Collected data entries
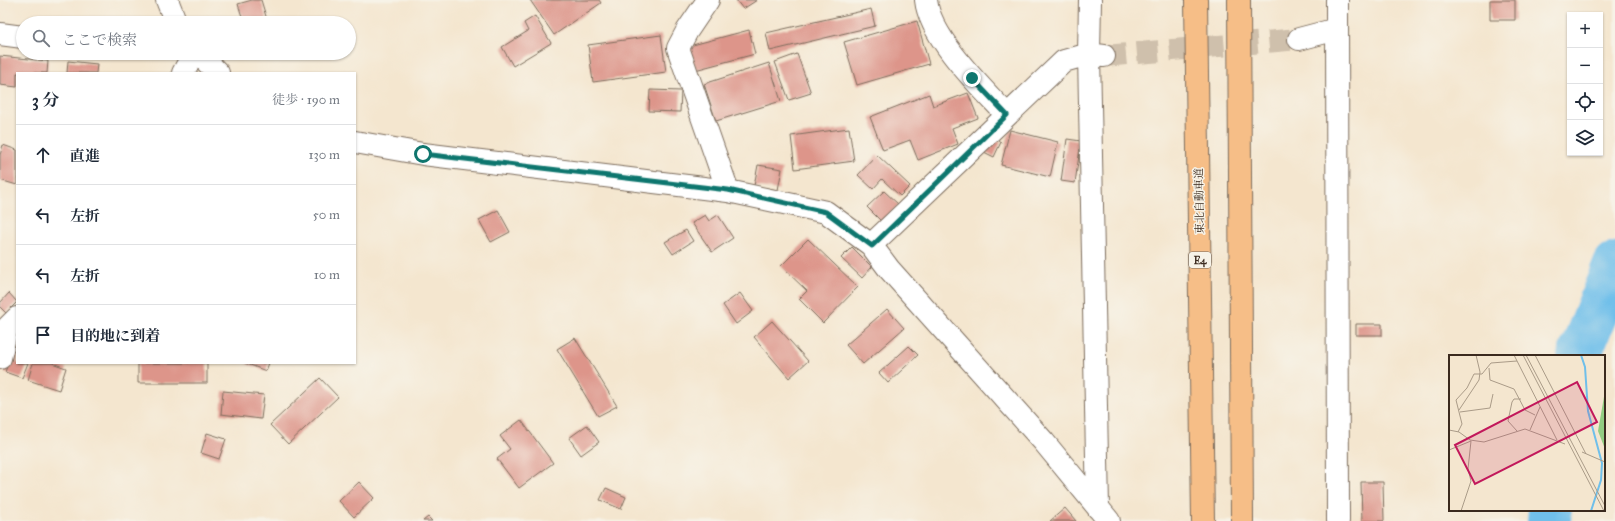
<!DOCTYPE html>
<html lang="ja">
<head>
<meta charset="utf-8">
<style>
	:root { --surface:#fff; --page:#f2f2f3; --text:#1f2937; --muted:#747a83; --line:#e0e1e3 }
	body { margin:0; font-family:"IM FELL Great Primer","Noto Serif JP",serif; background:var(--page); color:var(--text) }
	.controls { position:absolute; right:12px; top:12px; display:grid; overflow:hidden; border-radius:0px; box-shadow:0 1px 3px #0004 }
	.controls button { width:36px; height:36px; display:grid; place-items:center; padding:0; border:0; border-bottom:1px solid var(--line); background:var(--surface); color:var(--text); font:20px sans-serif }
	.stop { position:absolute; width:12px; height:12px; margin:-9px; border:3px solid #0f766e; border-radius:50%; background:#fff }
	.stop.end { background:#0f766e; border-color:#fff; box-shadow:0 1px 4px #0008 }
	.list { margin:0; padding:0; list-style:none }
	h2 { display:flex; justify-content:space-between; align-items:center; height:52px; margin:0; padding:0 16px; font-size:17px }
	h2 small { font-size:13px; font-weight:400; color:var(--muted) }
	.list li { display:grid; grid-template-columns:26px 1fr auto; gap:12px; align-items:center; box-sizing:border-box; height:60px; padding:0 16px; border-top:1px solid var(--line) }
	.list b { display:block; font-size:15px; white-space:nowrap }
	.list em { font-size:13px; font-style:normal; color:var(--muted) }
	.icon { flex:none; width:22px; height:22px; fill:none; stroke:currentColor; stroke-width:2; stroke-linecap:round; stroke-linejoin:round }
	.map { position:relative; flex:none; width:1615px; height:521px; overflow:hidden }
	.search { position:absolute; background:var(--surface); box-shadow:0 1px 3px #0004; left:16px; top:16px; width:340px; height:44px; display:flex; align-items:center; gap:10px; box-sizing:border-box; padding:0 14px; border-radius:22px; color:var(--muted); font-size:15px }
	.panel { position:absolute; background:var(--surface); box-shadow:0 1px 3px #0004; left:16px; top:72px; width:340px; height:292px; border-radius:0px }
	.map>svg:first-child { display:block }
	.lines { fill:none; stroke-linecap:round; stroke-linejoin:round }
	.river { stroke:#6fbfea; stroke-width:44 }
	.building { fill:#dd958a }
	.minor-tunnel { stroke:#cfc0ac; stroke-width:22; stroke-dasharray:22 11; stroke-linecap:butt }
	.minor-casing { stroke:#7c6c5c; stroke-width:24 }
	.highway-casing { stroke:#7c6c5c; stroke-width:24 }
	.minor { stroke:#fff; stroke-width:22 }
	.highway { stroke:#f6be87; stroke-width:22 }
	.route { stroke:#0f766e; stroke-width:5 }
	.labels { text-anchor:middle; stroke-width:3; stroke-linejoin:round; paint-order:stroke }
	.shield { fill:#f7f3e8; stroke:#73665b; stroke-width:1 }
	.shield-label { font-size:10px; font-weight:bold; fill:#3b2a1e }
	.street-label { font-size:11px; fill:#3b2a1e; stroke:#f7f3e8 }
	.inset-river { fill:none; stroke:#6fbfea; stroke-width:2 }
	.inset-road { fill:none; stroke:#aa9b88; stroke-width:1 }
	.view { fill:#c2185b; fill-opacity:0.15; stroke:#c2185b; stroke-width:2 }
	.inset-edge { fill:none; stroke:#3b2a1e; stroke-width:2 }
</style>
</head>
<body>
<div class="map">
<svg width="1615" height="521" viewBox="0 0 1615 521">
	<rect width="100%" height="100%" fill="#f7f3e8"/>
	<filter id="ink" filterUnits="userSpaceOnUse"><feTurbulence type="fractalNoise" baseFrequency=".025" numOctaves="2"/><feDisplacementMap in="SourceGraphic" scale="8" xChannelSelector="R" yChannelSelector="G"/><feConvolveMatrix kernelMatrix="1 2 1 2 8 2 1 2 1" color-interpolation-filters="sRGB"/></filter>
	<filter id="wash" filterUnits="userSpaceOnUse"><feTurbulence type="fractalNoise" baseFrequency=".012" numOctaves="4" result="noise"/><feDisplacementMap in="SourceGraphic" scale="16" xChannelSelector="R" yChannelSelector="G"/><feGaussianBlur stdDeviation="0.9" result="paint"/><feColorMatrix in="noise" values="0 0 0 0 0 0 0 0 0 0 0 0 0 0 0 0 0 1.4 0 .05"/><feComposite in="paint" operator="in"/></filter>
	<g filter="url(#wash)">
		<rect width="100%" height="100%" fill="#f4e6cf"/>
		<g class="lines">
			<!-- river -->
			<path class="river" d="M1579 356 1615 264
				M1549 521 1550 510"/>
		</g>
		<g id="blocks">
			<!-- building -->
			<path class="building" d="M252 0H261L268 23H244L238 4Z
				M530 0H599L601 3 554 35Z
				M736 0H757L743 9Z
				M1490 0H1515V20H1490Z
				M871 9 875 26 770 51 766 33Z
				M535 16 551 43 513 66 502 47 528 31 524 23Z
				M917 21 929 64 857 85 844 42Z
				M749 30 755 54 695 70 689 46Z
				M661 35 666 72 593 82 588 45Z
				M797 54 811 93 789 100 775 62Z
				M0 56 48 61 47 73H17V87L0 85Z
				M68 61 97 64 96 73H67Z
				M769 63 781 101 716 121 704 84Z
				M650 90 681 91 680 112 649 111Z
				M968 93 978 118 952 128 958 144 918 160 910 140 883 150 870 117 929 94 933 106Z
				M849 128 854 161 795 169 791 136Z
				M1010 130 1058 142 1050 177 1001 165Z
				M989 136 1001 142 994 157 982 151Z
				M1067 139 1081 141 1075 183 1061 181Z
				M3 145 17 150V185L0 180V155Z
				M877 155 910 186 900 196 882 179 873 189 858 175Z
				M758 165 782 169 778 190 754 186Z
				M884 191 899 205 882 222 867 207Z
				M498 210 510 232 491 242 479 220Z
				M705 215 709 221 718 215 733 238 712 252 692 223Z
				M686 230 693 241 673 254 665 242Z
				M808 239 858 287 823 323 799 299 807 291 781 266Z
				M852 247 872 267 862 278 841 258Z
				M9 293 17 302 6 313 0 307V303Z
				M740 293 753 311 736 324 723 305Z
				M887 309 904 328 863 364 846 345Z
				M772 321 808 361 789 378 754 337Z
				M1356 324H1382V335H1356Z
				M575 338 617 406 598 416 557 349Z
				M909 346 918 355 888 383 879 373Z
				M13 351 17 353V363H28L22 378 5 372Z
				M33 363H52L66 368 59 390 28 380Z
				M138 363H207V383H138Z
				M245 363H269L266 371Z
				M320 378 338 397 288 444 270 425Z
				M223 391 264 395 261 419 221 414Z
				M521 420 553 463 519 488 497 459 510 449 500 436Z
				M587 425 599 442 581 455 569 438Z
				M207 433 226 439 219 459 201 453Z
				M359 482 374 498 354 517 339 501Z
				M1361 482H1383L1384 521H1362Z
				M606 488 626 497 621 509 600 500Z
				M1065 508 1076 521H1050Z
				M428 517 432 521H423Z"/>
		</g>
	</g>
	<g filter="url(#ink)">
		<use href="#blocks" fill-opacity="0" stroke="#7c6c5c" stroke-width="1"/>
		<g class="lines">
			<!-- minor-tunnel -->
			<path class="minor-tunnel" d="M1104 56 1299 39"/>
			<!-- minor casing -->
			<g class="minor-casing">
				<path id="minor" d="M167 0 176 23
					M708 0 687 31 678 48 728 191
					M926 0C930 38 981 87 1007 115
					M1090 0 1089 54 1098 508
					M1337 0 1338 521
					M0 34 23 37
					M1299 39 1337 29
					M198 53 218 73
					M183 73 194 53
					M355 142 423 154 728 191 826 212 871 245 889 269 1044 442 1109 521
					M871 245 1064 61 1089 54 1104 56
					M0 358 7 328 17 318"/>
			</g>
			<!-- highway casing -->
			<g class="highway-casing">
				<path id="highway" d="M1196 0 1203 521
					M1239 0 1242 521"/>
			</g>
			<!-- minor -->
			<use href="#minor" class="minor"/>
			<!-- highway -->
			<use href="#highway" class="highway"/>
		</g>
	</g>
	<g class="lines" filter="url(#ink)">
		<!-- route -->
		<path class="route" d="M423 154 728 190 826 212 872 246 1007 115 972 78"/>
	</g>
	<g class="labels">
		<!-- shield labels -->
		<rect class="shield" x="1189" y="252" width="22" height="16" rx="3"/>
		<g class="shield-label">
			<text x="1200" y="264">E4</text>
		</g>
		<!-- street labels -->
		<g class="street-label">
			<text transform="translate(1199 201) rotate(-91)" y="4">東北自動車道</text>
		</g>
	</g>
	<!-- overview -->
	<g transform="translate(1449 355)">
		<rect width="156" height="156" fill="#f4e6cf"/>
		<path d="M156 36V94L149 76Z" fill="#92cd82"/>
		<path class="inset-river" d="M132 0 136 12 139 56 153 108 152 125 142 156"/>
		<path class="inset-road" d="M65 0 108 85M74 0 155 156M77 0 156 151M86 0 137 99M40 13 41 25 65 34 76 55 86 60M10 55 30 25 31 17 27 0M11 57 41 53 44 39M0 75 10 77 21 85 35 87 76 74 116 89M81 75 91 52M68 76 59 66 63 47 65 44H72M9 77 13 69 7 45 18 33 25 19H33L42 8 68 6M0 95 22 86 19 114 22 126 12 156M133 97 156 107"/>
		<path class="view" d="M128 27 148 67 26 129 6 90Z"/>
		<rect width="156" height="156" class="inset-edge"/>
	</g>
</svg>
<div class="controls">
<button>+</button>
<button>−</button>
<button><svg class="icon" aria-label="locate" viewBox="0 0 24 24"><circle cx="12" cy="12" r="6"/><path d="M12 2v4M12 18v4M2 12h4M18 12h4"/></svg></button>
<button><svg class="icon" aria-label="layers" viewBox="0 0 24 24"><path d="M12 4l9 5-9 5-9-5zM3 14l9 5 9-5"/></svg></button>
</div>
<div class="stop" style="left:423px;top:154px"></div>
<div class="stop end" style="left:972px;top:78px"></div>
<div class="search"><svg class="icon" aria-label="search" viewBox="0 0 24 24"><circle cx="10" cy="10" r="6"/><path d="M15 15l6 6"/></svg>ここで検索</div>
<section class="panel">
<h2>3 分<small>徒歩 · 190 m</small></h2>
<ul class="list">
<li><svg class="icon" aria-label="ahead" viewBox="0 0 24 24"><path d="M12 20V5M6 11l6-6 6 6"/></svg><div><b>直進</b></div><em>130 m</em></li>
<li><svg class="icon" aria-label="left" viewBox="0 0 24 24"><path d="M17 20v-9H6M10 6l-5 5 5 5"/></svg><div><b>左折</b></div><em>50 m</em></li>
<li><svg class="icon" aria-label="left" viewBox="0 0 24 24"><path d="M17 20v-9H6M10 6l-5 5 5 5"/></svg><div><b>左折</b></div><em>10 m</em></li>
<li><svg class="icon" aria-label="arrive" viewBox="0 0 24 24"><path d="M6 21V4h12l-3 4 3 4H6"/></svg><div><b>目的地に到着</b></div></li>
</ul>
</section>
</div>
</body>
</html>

> _Brief_
With the first line being the one containing "fill:none; stroke-linecap:round; stroke-linejoin:round" and the last line the one containing "356 1615 264", transcribe exactly the lines above that fall in that range.

> _Your solution_
	.lines { fill:none; stroke-linecap:round; stroke-linejoin:round }
	.river { stroke:#6fbfea; stroke-width:44 }
	.building { fill:#dd958a }
	.minor-tunnel { stroke:#cfc0ac; stroke-width:22; stroke-dasharray:22 11; stroke-linecap:butt }
	.minor-casing { stroke:#7c6c5c; stroke-width:24 }
	.highway-casing { stroke:#7c6c5c; stroke-width:24 }
	.minor { stroke:#fff; stroke-width:22 }
	.highway { stroke:#f6be87; stroke-width:22 }
	.route { stroke:#0f766e; stroke-width:5 }
	.labels { text-anchor:middle; stroke-width:3; stroke-linejoin:round; paint-order:stroke }
	.shield { fill:#f7f3e8; stroke:#73665b; stroke-width:1 }
	.shield-label { font-size:10px; font-weight:bold; fill:#3b2a1e }
	.street-label { font-size:11px; fill:#3b2a1e; stroke:#f7f3e8 }
	.inset-river { fill:none; stroke:#6fbfea; stroke-width:2 }
	.inset-road { fill:none; stroke:#aa9b88; stroke-width:1 }
	.view { fill:#c2185b; fill-opacity:0.15; stroke:#c2185b; stroke-width:2 }
	.inset-edge { fill:none; stroke:#3b2a1e; stroke-width:2 }
</style>
</head>
<body>
<div class="map">
<svg width="1615" height="521" viewBox="0 0 1615 521">
	<rect width="100%" height="100%" fill="#f7f3e8"/>
	<filter id="ink" filterUnits="userSpaceOnUse"><feTurbulence type="fractalNoise" baseFrequency=".025" numOctaves="2"/><feDisplacementMap in="SourceGraphic" scale="8" xChannelSelector="R" yChannelSelector="G"/><feConvolveMatrix kernelMatrix="1 2 1 2 8 2 1 2 1" color-interpolation-filters="sRGB"/></filter>
	<filter id="wash" filterUnits="userSpaceOnUse"><feTurbulence type="fractalNoise" baseFrequency=".012" numOctaves="4" result="noise"/><feDisplacementMap in="SourceGraphic" scale="16" xChannelSelector="R" yChannelSelector="G"/><feGaussianBlur stdDeviation="0.9" result="paint"/><feColorMatrix in="noise" values="0 0 0 0 0 0 0 0 0 0 0 0 0 0 0 0 0 1.4 0 .05"/><feComposite in="paint" operator="in"/></filter>
	<g filter="url(#wash)">
		<rect width="100%" height="100%" fill="#f4e6cf"/>
		<g class="lines">
			<!-- river -->
			<path class="river" d="M1579 356 1615 264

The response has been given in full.